RECORDS SUPPLIED:
# # # # # # #
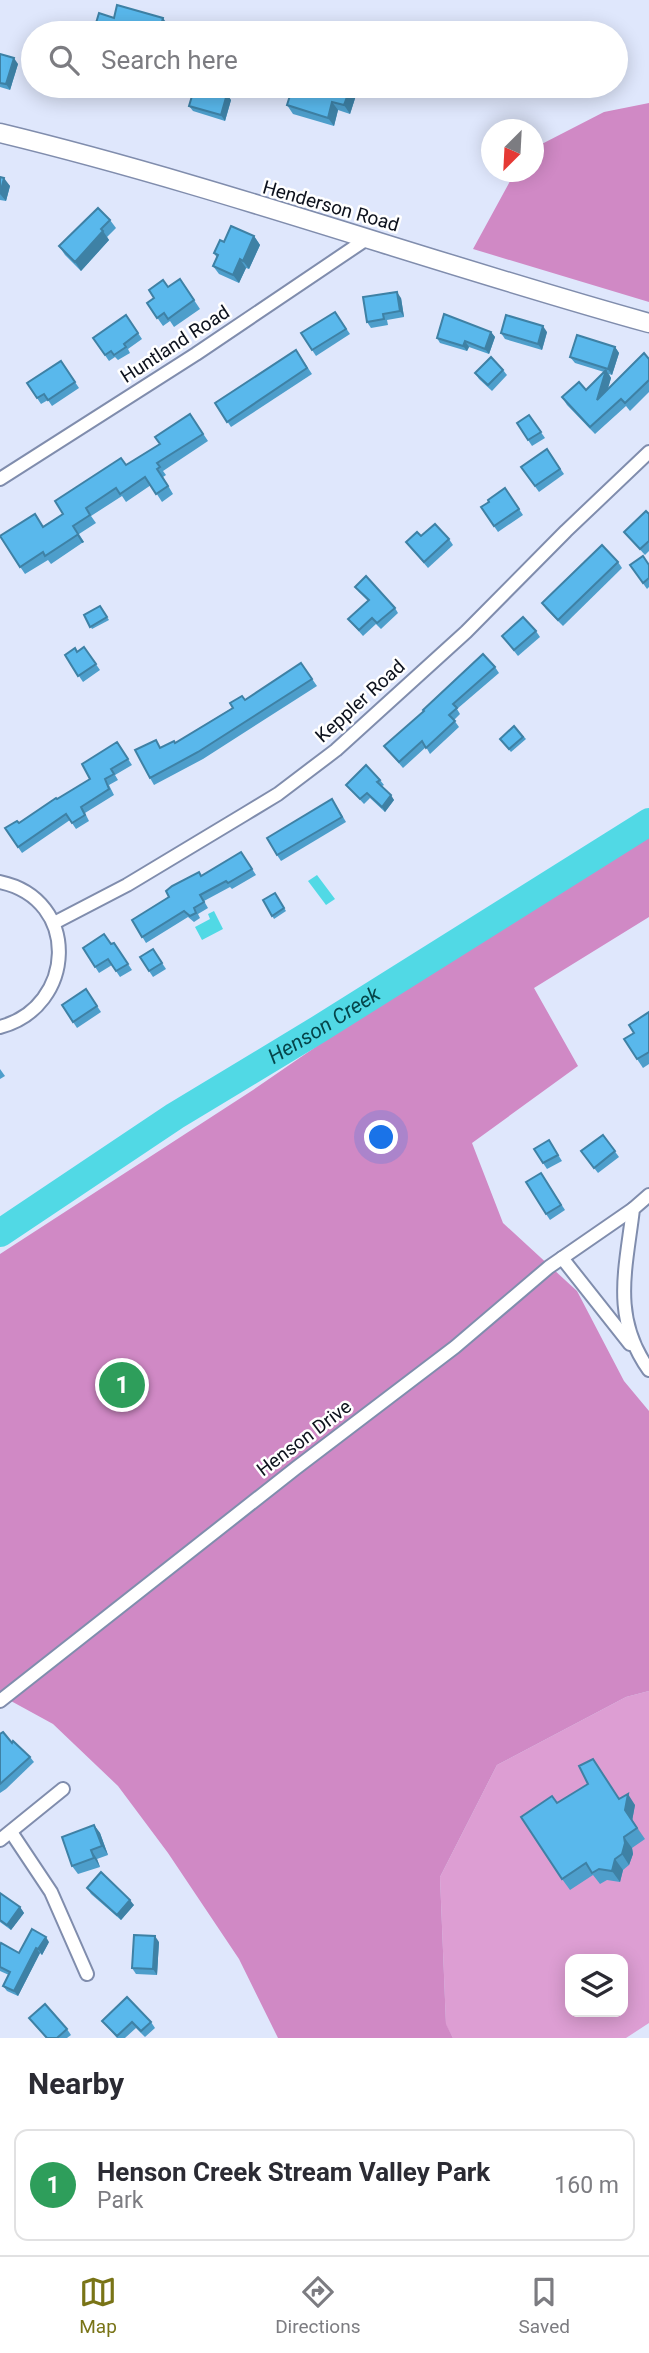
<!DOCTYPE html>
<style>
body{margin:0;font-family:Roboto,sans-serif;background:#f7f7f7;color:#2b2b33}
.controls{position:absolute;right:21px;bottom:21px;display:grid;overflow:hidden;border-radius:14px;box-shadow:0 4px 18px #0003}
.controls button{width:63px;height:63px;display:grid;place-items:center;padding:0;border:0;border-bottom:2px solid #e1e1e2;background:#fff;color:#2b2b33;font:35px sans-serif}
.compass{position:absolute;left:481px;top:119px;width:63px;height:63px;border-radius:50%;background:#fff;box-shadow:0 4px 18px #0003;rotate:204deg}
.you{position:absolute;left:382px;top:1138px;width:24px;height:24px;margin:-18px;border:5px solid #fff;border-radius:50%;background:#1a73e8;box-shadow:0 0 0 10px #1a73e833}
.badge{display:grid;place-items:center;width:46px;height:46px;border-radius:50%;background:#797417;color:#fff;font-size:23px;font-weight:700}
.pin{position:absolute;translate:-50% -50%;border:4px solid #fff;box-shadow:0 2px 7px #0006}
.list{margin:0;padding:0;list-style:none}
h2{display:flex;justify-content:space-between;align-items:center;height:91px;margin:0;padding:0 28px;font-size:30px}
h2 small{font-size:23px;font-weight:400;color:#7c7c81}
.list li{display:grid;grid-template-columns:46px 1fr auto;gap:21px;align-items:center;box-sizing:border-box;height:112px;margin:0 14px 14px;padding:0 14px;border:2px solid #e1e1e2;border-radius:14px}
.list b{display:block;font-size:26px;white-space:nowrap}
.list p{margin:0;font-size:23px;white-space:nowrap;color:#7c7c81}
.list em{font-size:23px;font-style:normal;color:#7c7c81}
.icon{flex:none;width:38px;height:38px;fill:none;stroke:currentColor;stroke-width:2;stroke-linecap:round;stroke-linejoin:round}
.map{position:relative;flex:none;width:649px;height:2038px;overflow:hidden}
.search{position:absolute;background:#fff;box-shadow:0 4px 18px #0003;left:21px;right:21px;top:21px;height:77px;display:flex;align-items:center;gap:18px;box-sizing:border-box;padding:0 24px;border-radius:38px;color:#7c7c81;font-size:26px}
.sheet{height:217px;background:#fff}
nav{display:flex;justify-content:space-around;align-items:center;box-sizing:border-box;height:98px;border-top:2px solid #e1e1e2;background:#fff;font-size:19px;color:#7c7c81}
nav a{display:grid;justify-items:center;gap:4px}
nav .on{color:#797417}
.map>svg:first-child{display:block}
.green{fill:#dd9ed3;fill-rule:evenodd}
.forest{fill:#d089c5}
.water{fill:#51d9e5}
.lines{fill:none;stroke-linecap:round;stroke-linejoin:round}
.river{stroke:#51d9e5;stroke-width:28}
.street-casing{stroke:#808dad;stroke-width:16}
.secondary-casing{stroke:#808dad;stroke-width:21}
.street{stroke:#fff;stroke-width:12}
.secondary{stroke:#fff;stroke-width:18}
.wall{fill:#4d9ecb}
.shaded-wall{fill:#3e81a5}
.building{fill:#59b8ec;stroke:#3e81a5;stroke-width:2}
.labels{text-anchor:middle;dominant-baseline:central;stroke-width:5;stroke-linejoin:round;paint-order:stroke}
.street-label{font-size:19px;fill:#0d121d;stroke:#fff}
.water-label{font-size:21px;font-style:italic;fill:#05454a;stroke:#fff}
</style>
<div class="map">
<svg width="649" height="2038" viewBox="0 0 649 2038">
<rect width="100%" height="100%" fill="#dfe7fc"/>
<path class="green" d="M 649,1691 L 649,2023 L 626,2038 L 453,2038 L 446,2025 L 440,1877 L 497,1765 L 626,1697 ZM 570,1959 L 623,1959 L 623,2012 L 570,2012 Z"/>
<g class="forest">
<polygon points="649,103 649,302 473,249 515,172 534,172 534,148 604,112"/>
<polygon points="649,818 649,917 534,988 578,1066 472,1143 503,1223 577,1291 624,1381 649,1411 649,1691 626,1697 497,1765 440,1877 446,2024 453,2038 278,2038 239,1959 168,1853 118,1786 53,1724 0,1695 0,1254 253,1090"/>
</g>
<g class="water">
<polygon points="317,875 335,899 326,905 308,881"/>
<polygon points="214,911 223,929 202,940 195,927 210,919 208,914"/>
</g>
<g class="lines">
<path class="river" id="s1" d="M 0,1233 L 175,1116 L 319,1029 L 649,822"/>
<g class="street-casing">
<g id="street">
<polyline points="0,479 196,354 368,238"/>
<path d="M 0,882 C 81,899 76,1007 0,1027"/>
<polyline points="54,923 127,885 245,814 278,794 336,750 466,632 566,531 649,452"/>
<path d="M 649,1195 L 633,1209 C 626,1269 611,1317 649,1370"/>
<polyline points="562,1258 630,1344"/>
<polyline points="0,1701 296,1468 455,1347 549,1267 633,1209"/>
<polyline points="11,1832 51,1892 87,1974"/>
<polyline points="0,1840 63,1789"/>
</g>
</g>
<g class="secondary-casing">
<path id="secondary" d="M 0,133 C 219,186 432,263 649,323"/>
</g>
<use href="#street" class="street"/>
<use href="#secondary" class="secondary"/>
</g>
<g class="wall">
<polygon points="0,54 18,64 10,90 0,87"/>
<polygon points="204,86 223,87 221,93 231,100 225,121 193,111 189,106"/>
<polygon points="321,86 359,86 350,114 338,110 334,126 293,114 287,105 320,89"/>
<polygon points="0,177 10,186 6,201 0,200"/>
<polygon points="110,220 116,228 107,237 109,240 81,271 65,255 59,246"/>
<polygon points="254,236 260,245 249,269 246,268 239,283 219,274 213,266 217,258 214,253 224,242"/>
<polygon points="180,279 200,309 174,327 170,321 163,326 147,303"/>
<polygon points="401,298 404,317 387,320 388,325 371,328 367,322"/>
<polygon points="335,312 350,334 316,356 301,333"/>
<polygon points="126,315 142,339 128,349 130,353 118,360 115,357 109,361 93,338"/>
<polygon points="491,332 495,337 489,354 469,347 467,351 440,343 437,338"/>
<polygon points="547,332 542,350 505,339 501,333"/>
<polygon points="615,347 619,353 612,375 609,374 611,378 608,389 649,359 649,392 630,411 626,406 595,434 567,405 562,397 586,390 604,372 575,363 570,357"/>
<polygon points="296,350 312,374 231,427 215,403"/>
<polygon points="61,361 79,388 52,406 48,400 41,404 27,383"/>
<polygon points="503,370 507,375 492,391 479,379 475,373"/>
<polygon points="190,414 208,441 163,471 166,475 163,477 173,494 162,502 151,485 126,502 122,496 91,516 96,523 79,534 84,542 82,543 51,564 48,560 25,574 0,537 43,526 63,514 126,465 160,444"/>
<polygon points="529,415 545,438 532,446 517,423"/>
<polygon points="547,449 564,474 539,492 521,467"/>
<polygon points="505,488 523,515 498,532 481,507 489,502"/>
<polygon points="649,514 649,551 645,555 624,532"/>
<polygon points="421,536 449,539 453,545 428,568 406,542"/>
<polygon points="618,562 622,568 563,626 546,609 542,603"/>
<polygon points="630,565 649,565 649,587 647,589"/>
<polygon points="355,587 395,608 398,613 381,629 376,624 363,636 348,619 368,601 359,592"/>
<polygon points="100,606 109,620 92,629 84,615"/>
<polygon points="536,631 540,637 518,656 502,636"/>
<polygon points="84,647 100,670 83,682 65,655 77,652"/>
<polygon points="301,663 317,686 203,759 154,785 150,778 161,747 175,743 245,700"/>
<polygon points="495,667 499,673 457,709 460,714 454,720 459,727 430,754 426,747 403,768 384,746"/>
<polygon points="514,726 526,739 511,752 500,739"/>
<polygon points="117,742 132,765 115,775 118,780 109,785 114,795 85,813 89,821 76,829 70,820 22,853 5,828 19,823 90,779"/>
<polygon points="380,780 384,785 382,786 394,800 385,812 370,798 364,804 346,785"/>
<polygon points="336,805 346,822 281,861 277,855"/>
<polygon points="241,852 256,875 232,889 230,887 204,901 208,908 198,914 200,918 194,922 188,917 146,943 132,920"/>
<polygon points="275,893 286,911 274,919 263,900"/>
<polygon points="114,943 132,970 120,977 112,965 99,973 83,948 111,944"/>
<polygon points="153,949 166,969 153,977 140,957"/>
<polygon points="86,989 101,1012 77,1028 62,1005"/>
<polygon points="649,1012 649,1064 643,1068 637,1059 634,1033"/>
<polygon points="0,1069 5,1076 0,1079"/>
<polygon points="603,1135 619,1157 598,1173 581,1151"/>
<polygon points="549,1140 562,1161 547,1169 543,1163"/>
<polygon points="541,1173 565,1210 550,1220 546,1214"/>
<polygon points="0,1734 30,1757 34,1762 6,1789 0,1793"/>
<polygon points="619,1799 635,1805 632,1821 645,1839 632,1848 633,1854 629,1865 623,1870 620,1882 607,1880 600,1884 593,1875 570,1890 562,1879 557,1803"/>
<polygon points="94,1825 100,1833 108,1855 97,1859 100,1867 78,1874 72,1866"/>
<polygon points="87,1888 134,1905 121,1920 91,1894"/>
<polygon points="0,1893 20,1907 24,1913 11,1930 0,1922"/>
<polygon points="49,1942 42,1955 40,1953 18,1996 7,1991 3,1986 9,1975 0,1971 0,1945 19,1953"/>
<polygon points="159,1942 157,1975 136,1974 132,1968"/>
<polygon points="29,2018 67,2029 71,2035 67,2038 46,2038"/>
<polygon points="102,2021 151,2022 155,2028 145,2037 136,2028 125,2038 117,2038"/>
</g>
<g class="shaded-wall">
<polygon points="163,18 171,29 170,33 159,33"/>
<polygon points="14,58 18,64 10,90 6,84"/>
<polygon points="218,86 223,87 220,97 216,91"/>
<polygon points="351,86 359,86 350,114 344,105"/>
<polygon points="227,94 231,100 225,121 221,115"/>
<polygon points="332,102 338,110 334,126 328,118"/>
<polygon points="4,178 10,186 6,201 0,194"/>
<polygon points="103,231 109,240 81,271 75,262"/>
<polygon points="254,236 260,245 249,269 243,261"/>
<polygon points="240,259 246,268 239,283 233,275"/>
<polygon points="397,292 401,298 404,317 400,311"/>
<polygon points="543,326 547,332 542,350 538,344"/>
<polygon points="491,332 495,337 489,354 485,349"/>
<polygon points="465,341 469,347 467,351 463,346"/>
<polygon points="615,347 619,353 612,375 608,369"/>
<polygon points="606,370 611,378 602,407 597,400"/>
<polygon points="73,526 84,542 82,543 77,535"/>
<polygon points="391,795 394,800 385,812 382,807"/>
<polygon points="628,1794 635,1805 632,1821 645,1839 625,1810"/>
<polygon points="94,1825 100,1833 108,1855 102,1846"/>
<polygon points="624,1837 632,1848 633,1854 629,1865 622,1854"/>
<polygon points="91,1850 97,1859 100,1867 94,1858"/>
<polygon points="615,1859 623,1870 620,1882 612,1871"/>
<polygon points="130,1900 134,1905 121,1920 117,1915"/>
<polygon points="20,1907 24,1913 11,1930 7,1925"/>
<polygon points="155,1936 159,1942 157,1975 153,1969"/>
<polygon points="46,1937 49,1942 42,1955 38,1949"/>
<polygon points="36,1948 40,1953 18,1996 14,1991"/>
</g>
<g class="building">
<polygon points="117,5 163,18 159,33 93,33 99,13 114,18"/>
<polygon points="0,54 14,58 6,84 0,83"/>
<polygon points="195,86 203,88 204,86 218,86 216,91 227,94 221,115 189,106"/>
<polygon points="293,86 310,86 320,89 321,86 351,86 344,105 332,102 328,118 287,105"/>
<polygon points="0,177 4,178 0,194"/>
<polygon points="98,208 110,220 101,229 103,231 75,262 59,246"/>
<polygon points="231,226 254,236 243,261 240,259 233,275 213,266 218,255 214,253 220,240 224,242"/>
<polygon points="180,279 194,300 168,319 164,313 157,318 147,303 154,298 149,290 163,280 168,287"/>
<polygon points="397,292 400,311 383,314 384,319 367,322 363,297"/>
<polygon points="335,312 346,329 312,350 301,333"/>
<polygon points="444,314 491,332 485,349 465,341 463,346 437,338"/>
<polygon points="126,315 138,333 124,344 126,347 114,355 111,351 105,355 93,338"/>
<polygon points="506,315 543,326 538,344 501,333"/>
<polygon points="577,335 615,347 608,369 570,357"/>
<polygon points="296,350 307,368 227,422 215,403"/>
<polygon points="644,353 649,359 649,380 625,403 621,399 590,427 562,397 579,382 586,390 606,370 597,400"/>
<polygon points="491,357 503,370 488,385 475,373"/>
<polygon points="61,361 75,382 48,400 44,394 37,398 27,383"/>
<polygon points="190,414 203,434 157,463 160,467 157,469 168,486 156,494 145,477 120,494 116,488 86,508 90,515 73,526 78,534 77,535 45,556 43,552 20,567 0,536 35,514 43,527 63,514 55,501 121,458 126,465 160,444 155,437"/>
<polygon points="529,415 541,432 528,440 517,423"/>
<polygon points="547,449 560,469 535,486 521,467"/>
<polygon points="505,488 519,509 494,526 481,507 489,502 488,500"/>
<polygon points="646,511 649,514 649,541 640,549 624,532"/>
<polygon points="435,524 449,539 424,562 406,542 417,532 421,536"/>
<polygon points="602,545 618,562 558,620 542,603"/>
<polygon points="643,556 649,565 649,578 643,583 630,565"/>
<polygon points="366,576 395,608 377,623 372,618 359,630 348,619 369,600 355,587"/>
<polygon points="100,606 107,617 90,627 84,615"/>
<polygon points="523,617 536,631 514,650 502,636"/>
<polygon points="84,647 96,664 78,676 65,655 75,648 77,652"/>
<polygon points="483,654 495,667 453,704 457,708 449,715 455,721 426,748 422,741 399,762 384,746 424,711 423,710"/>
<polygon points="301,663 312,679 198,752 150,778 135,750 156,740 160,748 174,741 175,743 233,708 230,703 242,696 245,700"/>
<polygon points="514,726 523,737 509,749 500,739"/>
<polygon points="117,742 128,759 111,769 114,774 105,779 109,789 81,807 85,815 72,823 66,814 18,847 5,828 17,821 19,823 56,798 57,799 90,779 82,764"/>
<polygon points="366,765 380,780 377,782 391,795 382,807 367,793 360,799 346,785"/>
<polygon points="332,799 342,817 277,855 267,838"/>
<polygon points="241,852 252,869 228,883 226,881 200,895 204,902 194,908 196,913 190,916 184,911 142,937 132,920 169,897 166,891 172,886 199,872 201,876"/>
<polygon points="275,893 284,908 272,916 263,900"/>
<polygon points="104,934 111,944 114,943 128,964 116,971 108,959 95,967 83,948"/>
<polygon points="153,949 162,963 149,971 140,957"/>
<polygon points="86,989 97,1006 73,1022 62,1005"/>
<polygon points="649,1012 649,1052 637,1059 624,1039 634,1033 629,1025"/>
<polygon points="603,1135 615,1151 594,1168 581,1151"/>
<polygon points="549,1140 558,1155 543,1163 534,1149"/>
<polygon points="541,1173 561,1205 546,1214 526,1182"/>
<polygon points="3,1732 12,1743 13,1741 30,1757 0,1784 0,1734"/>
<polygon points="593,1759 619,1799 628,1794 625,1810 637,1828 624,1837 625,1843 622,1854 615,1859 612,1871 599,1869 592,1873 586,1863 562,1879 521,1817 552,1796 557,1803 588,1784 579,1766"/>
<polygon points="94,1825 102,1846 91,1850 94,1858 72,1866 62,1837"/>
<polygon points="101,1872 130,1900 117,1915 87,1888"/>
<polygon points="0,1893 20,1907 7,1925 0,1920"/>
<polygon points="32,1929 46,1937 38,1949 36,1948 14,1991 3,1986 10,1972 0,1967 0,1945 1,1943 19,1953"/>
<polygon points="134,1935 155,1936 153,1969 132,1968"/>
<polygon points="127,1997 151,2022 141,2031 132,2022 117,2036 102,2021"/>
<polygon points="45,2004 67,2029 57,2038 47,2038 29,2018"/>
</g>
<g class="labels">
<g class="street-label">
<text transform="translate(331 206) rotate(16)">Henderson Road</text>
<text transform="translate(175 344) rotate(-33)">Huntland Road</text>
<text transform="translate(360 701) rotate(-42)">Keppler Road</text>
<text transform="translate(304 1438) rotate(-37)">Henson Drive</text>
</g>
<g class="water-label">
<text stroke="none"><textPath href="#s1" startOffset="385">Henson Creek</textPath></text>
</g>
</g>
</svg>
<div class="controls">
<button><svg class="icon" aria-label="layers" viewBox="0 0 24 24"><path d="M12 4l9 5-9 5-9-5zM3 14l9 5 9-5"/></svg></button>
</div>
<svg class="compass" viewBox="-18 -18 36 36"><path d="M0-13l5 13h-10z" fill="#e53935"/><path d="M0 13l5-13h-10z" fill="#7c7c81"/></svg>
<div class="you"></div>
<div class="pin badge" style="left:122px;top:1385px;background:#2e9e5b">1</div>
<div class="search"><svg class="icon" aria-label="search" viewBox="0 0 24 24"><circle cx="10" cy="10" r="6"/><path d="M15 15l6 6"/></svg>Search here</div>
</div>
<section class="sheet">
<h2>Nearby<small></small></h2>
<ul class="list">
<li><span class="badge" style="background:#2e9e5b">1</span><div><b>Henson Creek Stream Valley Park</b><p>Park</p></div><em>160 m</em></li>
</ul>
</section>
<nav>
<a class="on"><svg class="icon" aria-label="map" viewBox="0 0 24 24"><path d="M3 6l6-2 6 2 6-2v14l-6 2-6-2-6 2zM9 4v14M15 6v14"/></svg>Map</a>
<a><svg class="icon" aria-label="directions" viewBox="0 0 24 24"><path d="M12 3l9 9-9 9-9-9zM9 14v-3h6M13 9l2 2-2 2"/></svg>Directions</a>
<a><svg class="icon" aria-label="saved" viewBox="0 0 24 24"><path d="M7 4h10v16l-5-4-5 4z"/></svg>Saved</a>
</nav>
# # # # # # #
GOAL OF THE EXERCISE: For the data above, give the number of lines in which the word "nowrap" appears, and nothing more.

ANSWER SPACE: 2